§ **Work item**: Reproduce the lines below from the one that contains "for (const [x, y, w]" through the end, inclusive, and add nothing.

§ **Data in this exercise**:
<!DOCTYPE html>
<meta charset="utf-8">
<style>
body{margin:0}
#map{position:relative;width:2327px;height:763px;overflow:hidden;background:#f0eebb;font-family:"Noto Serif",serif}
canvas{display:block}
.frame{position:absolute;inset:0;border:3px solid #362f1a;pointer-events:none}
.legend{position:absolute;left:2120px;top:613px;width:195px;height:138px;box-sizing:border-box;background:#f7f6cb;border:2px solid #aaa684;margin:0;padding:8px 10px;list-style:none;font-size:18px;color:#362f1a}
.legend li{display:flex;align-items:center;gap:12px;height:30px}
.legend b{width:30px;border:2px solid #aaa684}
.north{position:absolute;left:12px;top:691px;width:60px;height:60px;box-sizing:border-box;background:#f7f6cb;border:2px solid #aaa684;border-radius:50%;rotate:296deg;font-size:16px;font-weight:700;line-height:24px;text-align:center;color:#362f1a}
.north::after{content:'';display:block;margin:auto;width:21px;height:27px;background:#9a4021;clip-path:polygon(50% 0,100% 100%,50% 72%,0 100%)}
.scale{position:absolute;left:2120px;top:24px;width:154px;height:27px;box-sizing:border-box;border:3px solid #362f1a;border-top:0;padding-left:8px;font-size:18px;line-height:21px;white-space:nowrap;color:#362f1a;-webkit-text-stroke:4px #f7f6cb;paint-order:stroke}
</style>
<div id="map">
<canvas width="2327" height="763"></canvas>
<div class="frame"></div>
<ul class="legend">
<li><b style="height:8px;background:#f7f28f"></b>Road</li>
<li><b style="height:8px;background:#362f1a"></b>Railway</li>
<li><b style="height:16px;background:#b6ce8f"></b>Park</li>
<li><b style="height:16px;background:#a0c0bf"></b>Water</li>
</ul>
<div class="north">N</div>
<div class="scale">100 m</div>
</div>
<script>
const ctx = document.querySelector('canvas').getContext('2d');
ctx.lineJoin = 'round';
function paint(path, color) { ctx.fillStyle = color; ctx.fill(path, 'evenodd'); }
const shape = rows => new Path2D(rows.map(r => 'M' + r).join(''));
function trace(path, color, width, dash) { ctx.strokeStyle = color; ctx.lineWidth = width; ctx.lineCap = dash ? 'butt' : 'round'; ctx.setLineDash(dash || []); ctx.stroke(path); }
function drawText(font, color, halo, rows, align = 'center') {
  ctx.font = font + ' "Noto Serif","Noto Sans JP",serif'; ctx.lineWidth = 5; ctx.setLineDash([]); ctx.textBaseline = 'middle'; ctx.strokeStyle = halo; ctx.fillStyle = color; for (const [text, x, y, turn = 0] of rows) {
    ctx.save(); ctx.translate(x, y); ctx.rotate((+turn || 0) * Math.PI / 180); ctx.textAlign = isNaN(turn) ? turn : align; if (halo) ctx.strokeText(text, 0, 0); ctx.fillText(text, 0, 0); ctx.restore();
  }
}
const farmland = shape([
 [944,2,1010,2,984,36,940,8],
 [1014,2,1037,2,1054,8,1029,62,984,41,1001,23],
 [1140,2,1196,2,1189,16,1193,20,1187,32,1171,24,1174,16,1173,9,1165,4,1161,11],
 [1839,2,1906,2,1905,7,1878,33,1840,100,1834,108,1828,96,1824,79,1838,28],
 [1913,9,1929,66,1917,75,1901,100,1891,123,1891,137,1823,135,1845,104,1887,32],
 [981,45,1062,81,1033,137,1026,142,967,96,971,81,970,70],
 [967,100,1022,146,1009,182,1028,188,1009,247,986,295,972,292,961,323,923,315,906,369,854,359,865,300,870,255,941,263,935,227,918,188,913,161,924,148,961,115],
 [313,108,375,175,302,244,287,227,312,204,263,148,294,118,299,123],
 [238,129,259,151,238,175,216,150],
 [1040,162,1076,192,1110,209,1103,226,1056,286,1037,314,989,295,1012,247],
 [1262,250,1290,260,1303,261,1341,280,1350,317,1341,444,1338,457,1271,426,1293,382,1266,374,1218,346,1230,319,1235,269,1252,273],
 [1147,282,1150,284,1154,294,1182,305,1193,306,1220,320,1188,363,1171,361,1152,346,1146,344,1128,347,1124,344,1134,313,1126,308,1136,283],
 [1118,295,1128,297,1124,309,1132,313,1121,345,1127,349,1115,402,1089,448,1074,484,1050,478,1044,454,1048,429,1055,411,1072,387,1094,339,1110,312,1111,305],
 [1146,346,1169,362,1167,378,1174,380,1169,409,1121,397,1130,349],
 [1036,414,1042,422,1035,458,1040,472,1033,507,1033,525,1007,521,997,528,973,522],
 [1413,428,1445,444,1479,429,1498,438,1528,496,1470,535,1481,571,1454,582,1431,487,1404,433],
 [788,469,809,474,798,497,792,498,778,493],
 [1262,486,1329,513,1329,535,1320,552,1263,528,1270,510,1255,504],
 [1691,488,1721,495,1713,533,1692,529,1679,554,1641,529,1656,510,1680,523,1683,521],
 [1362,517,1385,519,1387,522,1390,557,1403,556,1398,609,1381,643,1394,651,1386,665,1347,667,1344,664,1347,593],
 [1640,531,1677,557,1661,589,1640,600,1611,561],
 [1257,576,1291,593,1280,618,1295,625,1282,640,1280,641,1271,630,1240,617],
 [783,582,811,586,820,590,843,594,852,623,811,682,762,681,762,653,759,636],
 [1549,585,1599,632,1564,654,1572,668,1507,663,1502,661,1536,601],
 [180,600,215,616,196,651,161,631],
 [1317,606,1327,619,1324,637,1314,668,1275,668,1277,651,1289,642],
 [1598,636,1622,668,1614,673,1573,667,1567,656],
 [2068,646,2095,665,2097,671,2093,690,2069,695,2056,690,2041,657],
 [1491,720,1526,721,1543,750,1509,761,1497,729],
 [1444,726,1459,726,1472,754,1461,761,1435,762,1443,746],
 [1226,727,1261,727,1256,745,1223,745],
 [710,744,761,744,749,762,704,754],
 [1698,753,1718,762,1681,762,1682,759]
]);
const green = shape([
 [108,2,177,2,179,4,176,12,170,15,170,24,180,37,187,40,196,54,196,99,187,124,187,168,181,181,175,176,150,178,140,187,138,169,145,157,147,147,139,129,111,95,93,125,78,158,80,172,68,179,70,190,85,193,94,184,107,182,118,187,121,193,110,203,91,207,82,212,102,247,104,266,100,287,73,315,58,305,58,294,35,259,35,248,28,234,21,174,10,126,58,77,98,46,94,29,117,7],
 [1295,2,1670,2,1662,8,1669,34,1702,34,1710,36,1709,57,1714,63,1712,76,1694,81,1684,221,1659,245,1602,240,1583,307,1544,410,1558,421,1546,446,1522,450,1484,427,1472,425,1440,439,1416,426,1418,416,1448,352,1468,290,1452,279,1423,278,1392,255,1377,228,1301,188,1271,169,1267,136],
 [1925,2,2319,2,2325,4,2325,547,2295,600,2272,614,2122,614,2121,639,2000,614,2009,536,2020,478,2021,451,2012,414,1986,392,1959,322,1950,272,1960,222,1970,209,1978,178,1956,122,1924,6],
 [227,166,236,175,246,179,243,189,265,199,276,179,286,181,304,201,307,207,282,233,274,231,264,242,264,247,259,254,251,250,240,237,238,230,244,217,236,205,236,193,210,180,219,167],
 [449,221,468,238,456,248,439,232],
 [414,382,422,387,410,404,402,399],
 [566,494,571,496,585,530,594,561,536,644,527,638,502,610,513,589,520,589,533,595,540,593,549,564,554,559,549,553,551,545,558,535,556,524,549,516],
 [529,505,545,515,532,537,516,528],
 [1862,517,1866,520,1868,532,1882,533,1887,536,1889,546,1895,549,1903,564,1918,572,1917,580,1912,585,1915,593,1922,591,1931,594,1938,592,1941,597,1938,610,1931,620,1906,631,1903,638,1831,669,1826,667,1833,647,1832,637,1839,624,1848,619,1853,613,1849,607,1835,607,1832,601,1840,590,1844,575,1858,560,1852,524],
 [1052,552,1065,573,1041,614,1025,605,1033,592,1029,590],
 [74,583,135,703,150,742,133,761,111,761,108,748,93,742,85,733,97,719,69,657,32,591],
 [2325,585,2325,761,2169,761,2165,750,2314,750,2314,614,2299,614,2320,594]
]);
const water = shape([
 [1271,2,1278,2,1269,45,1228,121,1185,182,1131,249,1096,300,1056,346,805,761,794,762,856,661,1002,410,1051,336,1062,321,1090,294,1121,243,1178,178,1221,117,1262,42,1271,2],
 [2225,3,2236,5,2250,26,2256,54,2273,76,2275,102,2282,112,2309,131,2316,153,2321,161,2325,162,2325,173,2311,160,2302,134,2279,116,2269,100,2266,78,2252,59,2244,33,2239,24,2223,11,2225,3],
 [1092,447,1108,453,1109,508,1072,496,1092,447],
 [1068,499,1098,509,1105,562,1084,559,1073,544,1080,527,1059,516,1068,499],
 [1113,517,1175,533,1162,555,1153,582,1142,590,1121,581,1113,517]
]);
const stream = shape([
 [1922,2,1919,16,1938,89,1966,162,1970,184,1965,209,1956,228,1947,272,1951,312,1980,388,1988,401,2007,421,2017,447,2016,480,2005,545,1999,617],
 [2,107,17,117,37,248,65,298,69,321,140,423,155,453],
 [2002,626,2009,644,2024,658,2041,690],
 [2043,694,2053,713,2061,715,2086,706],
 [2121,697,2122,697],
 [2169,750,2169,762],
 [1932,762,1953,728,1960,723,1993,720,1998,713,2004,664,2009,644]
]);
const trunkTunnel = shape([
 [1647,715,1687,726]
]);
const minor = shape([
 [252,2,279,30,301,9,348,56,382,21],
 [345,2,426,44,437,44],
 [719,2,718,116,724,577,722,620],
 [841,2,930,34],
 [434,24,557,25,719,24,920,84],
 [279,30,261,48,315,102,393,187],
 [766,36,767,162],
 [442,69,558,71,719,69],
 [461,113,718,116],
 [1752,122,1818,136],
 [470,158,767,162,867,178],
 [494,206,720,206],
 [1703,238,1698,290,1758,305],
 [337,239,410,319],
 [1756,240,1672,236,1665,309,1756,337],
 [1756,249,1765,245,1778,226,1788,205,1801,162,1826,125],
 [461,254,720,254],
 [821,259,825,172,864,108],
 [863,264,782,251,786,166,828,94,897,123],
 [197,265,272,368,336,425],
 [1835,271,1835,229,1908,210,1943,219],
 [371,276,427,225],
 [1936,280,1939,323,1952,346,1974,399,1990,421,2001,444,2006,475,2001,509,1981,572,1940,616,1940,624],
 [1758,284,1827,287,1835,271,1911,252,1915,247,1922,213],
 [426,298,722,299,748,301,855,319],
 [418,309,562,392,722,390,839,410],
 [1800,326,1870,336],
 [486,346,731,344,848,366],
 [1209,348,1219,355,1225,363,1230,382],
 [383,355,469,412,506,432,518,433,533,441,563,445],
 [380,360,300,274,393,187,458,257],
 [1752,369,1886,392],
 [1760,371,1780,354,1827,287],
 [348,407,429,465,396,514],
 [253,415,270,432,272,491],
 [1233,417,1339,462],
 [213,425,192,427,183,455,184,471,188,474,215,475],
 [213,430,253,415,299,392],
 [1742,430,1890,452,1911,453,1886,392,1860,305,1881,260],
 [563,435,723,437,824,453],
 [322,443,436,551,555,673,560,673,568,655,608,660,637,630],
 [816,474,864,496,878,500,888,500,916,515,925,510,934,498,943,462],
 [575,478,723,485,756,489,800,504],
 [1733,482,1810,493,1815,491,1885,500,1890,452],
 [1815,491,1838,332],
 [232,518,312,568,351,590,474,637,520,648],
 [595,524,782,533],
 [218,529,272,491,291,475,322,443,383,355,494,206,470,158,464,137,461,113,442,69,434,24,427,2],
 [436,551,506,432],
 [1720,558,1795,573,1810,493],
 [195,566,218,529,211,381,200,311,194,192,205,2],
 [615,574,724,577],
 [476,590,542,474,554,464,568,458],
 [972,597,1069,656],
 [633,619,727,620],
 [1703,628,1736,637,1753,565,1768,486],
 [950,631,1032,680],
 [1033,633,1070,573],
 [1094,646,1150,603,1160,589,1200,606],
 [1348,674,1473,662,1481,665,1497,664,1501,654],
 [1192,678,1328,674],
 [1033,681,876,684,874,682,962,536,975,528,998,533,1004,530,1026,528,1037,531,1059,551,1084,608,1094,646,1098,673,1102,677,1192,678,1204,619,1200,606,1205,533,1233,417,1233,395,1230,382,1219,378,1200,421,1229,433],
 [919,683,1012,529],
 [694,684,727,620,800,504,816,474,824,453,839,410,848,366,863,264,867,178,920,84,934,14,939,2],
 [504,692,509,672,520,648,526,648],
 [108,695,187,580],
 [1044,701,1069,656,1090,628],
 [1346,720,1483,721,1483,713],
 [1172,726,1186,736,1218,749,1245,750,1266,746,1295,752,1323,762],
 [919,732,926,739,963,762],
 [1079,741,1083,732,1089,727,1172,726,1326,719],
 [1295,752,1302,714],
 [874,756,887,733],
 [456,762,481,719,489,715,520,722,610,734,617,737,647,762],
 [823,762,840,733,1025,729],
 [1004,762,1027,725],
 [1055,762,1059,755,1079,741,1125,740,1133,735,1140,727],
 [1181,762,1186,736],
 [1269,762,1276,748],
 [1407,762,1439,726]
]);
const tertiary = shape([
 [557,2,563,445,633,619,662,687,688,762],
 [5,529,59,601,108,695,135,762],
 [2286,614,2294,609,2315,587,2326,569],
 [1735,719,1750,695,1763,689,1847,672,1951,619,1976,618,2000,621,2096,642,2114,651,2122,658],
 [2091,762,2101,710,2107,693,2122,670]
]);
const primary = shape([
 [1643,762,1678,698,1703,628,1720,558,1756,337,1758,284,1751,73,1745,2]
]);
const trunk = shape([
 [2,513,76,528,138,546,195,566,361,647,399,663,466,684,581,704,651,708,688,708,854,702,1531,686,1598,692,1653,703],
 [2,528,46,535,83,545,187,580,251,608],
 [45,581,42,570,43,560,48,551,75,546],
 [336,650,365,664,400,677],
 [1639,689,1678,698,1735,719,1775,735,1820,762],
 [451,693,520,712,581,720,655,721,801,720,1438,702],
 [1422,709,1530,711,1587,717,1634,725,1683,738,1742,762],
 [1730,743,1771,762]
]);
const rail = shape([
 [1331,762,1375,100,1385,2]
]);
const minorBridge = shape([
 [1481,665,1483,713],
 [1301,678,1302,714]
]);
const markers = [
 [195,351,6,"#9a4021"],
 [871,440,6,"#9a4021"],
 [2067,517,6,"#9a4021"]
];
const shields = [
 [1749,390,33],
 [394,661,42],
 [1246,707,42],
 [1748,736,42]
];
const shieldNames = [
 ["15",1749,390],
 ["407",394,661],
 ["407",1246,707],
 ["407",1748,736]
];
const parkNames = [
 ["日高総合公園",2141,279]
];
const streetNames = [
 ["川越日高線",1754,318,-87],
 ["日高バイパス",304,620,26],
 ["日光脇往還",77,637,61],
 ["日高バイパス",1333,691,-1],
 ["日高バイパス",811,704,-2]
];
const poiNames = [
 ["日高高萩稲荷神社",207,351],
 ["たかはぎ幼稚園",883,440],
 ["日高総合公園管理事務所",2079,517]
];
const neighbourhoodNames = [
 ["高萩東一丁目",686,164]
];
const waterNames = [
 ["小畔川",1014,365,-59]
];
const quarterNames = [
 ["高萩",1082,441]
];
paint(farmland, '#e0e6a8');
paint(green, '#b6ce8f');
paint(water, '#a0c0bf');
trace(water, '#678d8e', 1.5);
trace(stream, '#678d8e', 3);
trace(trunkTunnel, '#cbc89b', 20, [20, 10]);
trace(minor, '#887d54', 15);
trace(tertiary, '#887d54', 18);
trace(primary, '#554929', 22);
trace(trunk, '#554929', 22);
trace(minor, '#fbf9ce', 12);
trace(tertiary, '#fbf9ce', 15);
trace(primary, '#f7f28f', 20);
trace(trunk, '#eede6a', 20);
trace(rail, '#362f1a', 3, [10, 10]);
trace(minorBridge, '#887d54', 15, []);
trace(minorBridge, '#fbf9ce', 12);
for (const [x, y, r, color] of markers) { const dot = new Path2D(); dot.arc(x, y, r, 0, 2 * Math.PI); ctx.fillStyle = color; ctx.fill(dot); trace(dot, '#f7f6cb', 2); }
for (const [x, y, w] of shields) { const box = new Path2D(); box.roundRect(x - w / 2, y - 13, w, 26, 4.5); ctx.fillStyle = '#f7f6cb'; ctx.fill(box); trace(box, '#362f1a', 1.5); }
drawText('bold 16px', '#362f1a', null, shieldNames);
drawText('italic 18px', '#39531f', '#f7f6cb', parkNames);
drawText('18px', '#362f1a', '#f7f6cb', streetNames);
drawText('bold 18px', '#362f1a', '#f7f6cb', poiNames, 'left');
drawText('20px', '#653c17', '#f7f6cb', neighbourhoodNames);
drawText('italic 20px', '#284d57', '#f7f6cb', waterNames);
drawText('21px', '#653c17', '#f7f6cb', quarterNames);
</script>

§ **Task answer**:
for (const [x, y, w] of shields) { const box = new Path2D(); box.roundRect(x - w / 2, y - 13, w, 26, 4.5); ctx.fillStyle = '#f7f6cb'; ctx.fill(box); trace(box, '#362f1a', 1.5); }
drawText('bold 16px', '#362f1a', null, shieldNames);
drawText('italic 18px', '#39531f', '#f7f6cb', parkNames);
drawText('18px', '#362f1a', '#f7f6cb', streetNames);
drawText('bold 18px', '#362f1a', '#f7f6cb', poiNames, 'left');
drawText('20px', '#653c17', '#f7f6cb', neighbourhoodNames);
drawText('italic 20px', '#284d57', '#f7f6cb', waterNames);
drawText('21px', '#653c17', '#f7f6cb', quarterNames);
</script>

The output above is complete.